Credit Card Fraud Detection project for the AFAME TECHNOLOGIES

Detection of fraudulent credit card transactions

Introduction About the Data

This is a simulated credit card transaction dataset containing legitimate and fraudulent transactions from the duration of January 1, 2019, to December 31, 2020. It covers credit cards of 1000 customers performing transactions with 800 merchants.

Dataset Link : [https://drive.google.com/drive/folders/1sDzIPjCmNZ9lWaXfcAqIIx4NZchYG4OP]

Project Objective

Build a model to detect fraudulent credit card transactions.
Experiment with various machine learning algorithms like Logistic Regression, Decision Trees, Random Forests, XGBoost, etc., to classify transactions as fraudulent or legitimate.
Experiment with different sampling techniques to handle imbalanced data.

Approach for the Project

Data Ingestion

Loading the Data: The dataset is loaded into a pandas DataFrame.
Exploratory Data Analysis: Basic visualizations and statistics are computed to understand the data.

Data Transformation

Data Preparation:
- Cleaning the data
- Handling missing values
- Handling Categorical fetures
- converting Categorical features into Numerical features using techniques like one hot encoding target encoding label encoding.
- Feature engineering
- Features Scaling / Normalization / Standardization.

Model Training, Prediction and Evaluation

Model Selection: Various machine learning models are defined including:
- Logistic Regression
- K-Nearest Neighbors (KNN)
- Decision Trees
- Random Forest
- XGBoost
- Support Vector Machine (SVM)
Cross-Validation: The models are trained using repeated KFolds / stratified k-fold cross-validation.
Handling Imbalance using Oversampling Techniques: Techniques like Random Oversampler, SMOTE Oversampler and ADASYN Oversampler are used to handle class imbalance.
Model Training: The models are trained using repeated KFolds / stratified k-fold cross-validation, for both with and without oversampling.
Prediction: The models are utilized to predict the classification of transactions.
Model Evaluation: The models are evaluated using metrics such as Confusion Matrix, ROC Curve, AUC, Precision-Recall Curve, and Classification Report.
Hyperparameter Tuning: GridSearchCV / RandomizedSearchCV are used for hyperparameter tuning.

Some Other typical Models for Imbalance data

Isolation Forest
Local Outlier Factor

Model Saving

Model Saving: The best performing models are saved using joblib.

Found Important Features:

Features category, amt(means transaction amount), transaction_hour, age, gender, merchant_encoded, and city_encoded have significant impact on the predictions of the fraud and legitimate transactions.

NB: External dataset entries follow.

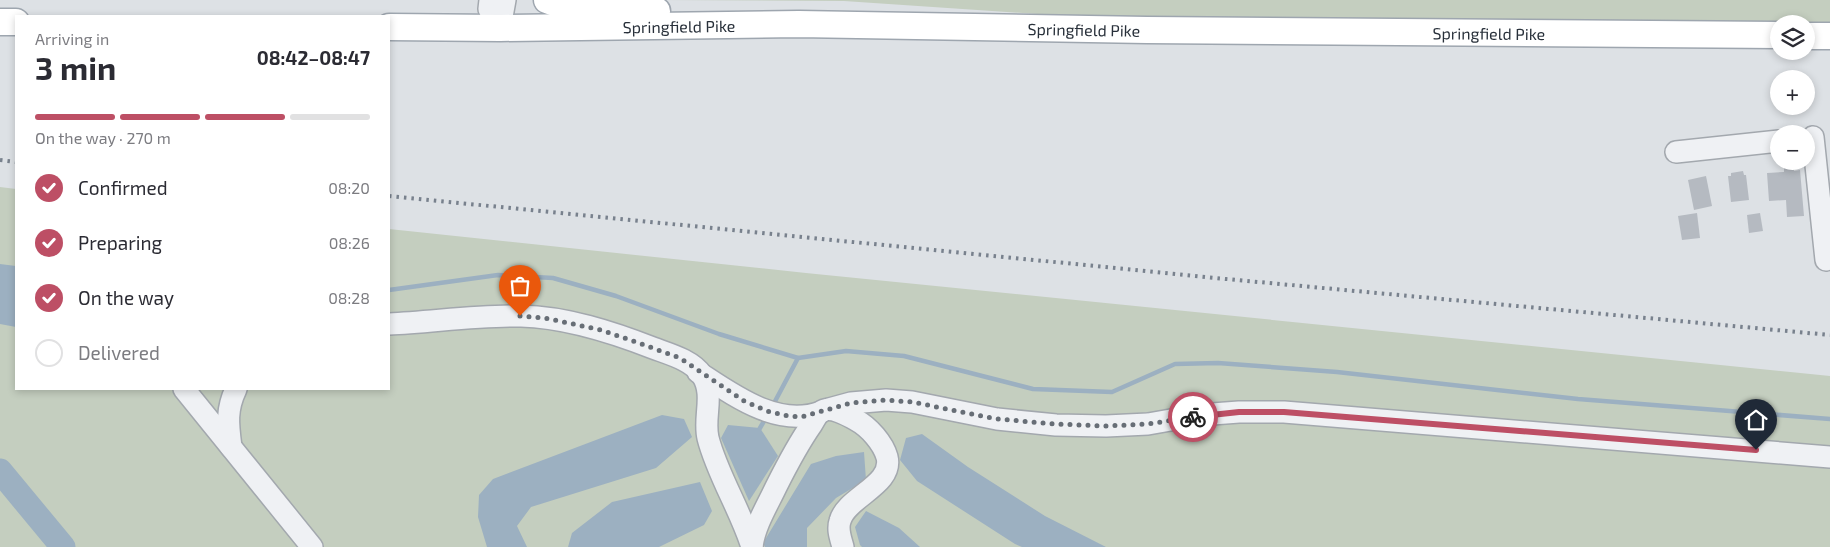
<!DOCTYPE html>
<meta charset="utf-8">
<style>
:root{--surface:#fff;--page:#f2f2f3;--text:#2b2b33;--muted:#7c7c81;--line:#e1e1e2;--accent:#bd4f65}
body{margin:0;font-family:"Exo 2",sans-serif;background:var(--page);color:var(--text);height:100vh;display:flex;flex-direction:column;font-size:19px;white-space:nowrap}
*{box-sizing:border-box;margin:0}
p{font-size:16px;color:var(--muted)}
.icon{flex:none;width:28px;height:28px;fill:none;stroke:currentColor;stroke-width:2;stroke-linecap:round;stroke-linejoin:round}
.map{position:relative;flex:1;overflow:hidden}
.side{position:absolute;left:15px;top:15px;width:375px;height:375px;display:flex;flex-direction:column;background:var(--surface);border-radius:0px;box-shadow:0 2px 8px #0003}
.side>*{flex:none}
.fabs{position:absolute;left:1770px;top:15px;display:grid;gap:10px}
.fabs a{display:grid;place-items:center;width:45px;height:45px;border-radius:50%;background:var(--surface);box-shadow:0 2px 8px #0003;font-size:25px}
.pin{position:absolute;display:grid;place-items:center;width:42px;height:42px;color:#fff;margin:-51px -21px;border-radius:50% 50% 50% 0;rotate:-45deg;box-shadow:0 0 5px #0007}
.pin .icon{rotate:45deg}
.courier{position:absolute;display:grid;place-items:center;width:50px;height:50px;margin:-25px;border:4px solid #bd4f65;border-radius:50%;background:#fff;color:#222;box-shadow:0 1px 6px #0007}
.summary em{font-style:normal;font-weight:700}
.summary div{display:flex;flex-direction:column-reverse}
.summary{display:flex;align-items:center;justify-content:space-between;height:85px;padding:0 20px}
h1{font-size:32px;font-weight:700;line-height:38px}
.bar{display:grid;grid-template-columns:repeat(4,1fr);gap:8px 5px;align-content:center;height:60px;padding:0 20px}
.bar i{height:6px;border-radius:4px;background:var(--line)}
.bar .current{background:var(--accent)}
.bar p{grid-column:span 4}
ol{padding:0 20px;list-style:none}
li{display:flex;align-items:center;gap:15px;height:55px}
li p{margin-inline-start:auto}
li .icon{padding:5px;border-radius:50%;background:var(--accent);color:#fff;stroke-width:4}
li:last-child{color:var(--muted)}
li i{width:28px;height:28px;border:2px solid var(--line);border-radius:50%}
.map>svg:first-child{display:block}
.green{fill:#c4cebf}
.water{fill:#9cb0c1}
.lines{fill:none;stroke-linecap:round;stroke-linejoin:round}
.stream{stroke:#9cb0c1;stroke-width:4.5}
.river{stroke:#9cb0c1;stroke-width:25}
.building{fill:#b5bac1}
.minor-casing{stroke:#a3a8ae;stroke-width:24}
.major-casing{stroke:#9ea6af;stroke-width:29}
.minor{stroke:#eff1f4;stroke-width:21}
.major{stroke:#fff;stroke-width:26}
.rail{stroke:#78818d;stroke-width:4;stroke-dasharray:2.5 5;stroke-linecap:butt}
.done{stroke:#676e76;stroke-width:5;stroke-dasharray:0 9}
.route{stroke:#bd4f65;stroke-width:6}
.labels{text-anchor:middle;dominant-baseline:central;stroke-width:4;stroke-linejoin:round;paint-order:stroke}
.street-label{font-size:16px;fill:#28303a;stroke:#eceff3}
</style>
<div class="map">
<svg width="1830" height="547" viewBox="0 0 1830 547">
<rect width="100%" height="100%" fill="#dde1e5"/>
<g class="green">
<polygon points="661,0 1830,0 1830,23 1066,16 844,1"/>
<polygon points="0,187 16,189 16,389 389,389 389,229 806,273 1830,376 1830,547 0,547"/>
</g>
<g class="water">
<polygon points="0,264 16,266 16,327 0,324"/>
<polygon points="662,415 684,419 692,437 656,468 531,507 517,526 527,547 487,547 478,517 479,495 493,479"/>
<polygon points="728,425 760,428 778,456 749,501 721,438"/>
<polygon points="922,434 968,467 1045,516 1106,547 1022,547 1015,544 917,481 900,460 906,438"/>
<polygon points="864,452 866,480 836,498 807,528 807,547 765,547 763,543 811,464 836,456"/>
<polygon points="700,482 712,511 704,525 659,547 568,547 572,533 612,502"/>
<polygon points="866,511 899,528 920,547 862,547 860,545 855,527"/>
</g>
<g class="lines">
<g class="stream">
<polyline points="389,290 498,275 553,278 616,296 719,334 798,358 846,351 904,356 1033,389 1112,392 1175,364 1218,363 1337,372 1578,399 1830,419"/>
<polyline points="772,407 798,358"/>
<polyline points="760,428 767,416"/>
</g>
<polyline class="river" points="0,471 63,547"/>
</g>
<g class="building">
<polygon points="1793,166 1794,171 1800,170 1804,216 1787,217 1786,200 1769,201 1767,173 1784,172 1784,167"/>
<polygon points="1743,171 1744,175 1746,175 1749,200 1731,202 1728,176 1731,176 1731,173"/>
<polygon points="1706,176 1712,206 1694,210 1688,180"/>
<polygon points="1697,213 1700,238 1682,240 1678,216"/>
<polygon points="1760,213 1763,231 1749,233 1747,215"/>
</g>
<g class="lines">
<defs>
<g id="minor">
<polyline points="490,0 489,9 500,28"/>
<polyline points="500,28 505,0"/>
<polyline points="1813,137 1826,260"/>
<polyline points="1676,152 1779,141"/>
<path d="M 389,324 C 433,322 477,315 521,316 C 566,317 612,332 653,348 C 669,354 692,360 702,375 C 715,395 703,417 708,438 C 717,474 741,511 752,547"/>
<path d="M 698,372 C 733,395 777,428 821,412"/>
<polyline points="184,389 312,547"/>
<polyline points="829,409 851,403 886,400 912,402 997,419 1056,425 1106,426 1148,424 1199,415 1239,412 1284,412 1830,457"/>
<path d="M 231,447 C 228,424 226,410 236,389"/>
<path d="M 752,546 C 755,525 767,506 776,487 C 787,465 798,444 812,424 C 814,421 817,414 821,412 C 829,405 847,415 856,420 C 869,427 883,443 887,457 C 894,485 846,497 840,521 C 837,530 841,539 843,547"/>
</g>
<g id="major">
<polyline points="547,0 555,3 657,11"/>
<polyline points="0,22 16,22"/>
<path id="s1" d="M 389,27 L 500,28 L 799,24 L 1147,30 L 1779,35"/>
<polyline points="1806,36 1830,36"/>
</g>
</defs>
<use href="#minor" class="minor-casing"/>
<use href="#major" class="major-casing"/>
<use href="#minor" class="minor"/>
<use href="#major" class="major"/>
<g class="rail">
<polyline points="0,160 16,162"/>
<polyline points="389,196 1226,279 1830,335"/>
</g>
</g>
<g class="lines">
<polyline class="done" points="520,316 545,318 601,330 636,342 680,358 744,401 767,411 788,416 801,417 851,403 886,400 912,402 997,419 1056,424 1106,426 1148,424 1193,417"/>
<polyline class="route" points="1193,417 1239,412 1284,412 1756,450"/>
</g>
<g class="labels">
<g class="street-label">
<text stroke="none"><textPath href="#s1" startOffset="290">Springfield Pike</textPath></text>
<text stroke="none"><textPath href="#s1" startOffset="695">Springfield Pike</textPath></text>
<text stroke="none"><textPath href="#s1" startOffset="1100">Springfield Pike</textPath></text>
</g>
</g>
</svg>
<div class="fabs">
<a><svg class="icon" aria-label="layers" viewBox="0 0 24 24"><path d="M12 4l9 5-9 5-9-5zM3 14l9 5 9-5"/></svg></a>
<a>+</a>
<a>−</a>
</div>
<div class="pin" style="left:520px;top:316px;background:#ea580c"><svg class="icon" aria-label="bag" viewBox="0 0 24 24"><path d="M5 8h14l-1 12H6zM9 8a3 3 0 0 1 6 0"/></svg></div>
<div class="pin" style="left:1756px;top:450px;background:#1f2937"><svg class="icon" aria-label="home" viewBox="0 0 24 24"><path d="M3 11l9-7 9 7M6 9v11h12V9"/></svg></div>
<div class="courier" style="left:1193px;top:417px"><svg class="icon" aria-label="bike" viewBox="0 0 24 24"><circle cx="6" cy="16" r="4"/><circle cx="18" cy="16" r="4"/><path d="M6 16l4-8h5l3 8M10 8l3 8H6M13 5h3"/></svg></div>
<section class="side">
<div class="summary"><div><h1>3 min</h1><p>Arriving in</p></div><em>08:42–08:47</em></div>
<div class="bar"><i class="current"></i><i class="current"></i><i class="current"></i><i></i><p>On the way · 270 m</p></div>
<ol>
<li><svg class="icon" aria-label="check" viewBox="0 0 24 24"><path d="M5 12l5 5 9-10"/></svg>Confirmed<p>08:20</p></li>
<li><svg class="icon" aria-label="check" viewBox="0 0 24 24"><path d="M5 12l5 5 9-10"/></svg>Preparing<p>08:26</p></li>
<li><svg class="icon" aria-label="check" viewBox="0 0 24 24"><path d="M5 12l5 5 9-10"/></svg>On the way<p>08:28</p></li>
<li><i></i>Delivered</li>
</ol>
</section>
</div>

Evaluation Metrics & Performances of different trained models

Best Models

For Best Recall -->> XGBOOST model with Random Oversampling with RepeatedKFold CV
- Accuracy: 0.996809527
- Precision: 0.64
- Recall: 0.96
- ROC_AOC: 0.999117511
- Threshold: 0.195022404193878
For Best in over all Good Precision and Descent Recall-->> XGBOOST model with RepeatedKFold CV without any oversampling
- Accuracy: 0.999125454
- Precision: 0.96
- Recall: 0.87
- ROC_AOC: 0.99951423
- Threshold: 0.006252252